Can Herman Cain Keep Up? (The Note)

By MICHAEL FALCONE ( @michaelpfalcone ) and AMY WALTER ( @amyewalter )

HANOVER, N.H. — Oh, Herman, we hardly know you.

That’s about to change starting with tonight’s presidential debate in New Hampshire where the bright light of scrutiny will be focused on a surging Herman Cain. Within the last day the former Godfather’s Pizza CEO has moved into a close second place behind Mitt Romney in two more national polls.

Don’t expect his rivals to let his new place in the GOP presidential field go unrecognized. That likely includes tonight’s other man-of-the hour, Rick Perry, whose debate performance will be closely watched after previous stumbles.

“We don’t have a Herman Cain problem,” a source close to the Romney campaign told ABC’s John Berman. “Rick Perry has a Herman Cain problem.”

And it’s not only Perry. Not long ago, it was Michele Bachmann who was campaign 2012's shooting star. Now she’s fallen to the middle of the pack.

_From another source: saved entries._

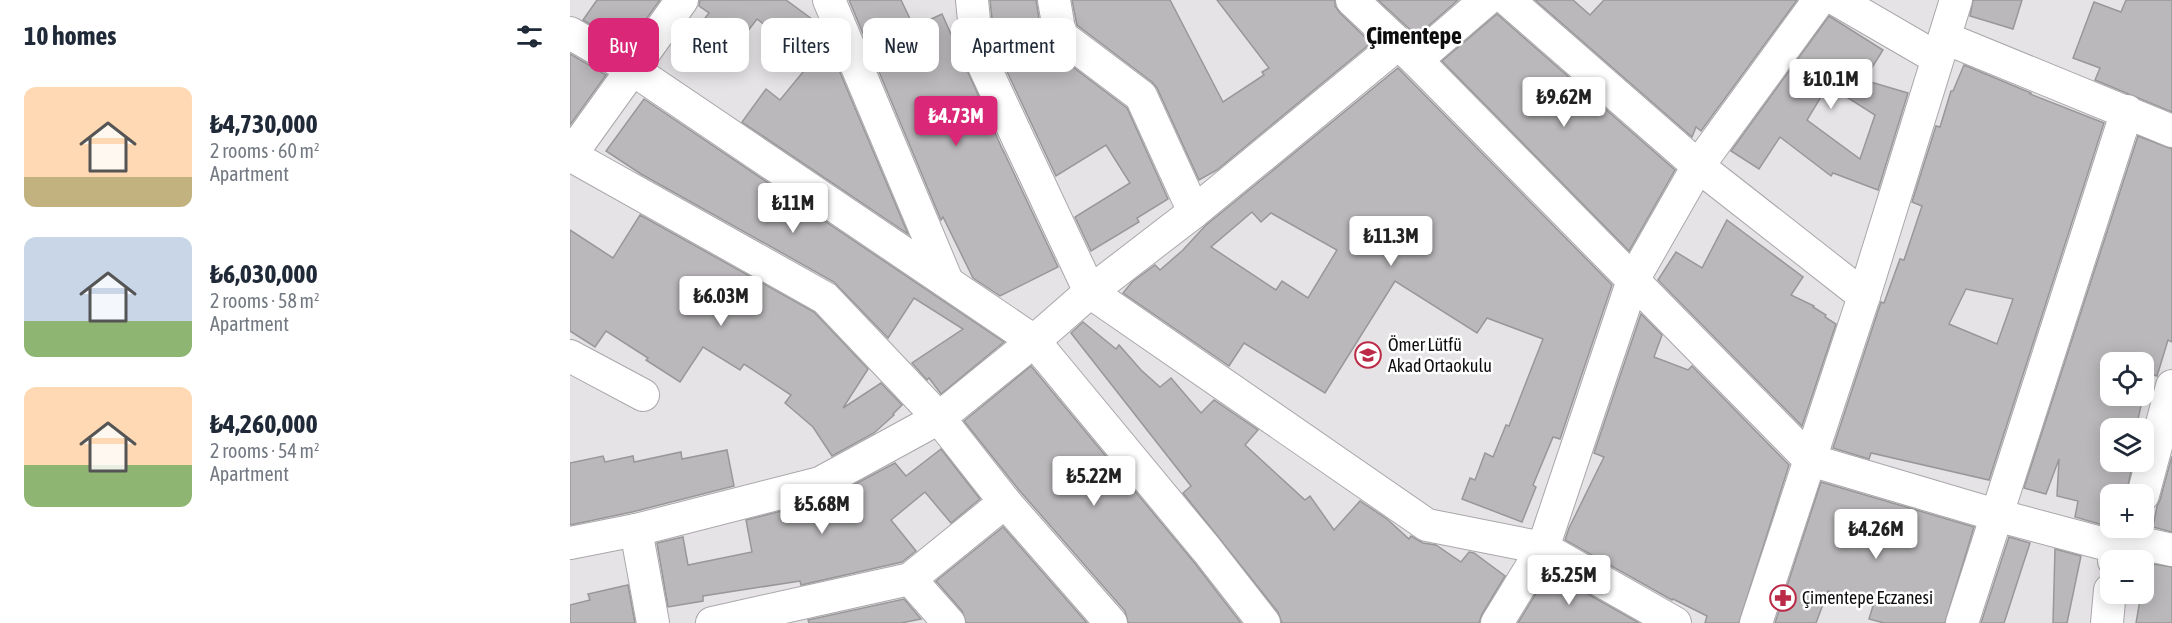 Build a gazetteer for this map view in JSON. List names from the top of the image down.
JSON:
{
  "districts": ["Çimentepe"],
  "places": {
    "school or university": ["Ömer Lütfü Akad Ortaokulu"],
    "pharmacy": ["Çimentepe Eczanesi"]
  },
  "page": {
    "heading": "10 homes",
    "chip": [
      "Buy",
      "Rent",
      "Filters",
      "New",
      "Apartment"
    ],
    "price": [
      "₺10.1M",
      "₺9.62M",
      "₺4.73M",
      "₺11M",
      "₺11.3M",
      "₺6.03M",
      "₺5.22M",
      "₺5.68M",
      "₺4.26M",
      "₺5.25M"
    ],
    "list": [
      {
        "name": "₺4,730,000",
        "note": "2 rooms · 60 m² · Apartment"
      },
      {
        "name": "₺6,030,000",
        "note": "2 rooms · 58 m² · Apartment"
      },
      {
        "name": "₺4,260,000",
        "note": "2 rooms · 54 m² · Apartment"
      }
    ],
    "map_buttons": ["+", "−"]
  }
}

“If the opportunity comes up to show a contrast with Herman Cain she will,” Alice Stewart, a spokeswoman for Michele Bachmann, said about her candidate’s strategy in tonight’s debate. “At some point or other all of the candidates will go through the vetting the process.”

Bachmann, whose campaign is rolling out a new blueprint for economic recovery and job growth today, is likely to offer an alternative to Cain’s 9-9-9 plan, which would lower the current 35 percent corporate tax rate to 9 percent, swap the personal income tax system for a 9 percent flat tax and create a 9 percent national sales tax.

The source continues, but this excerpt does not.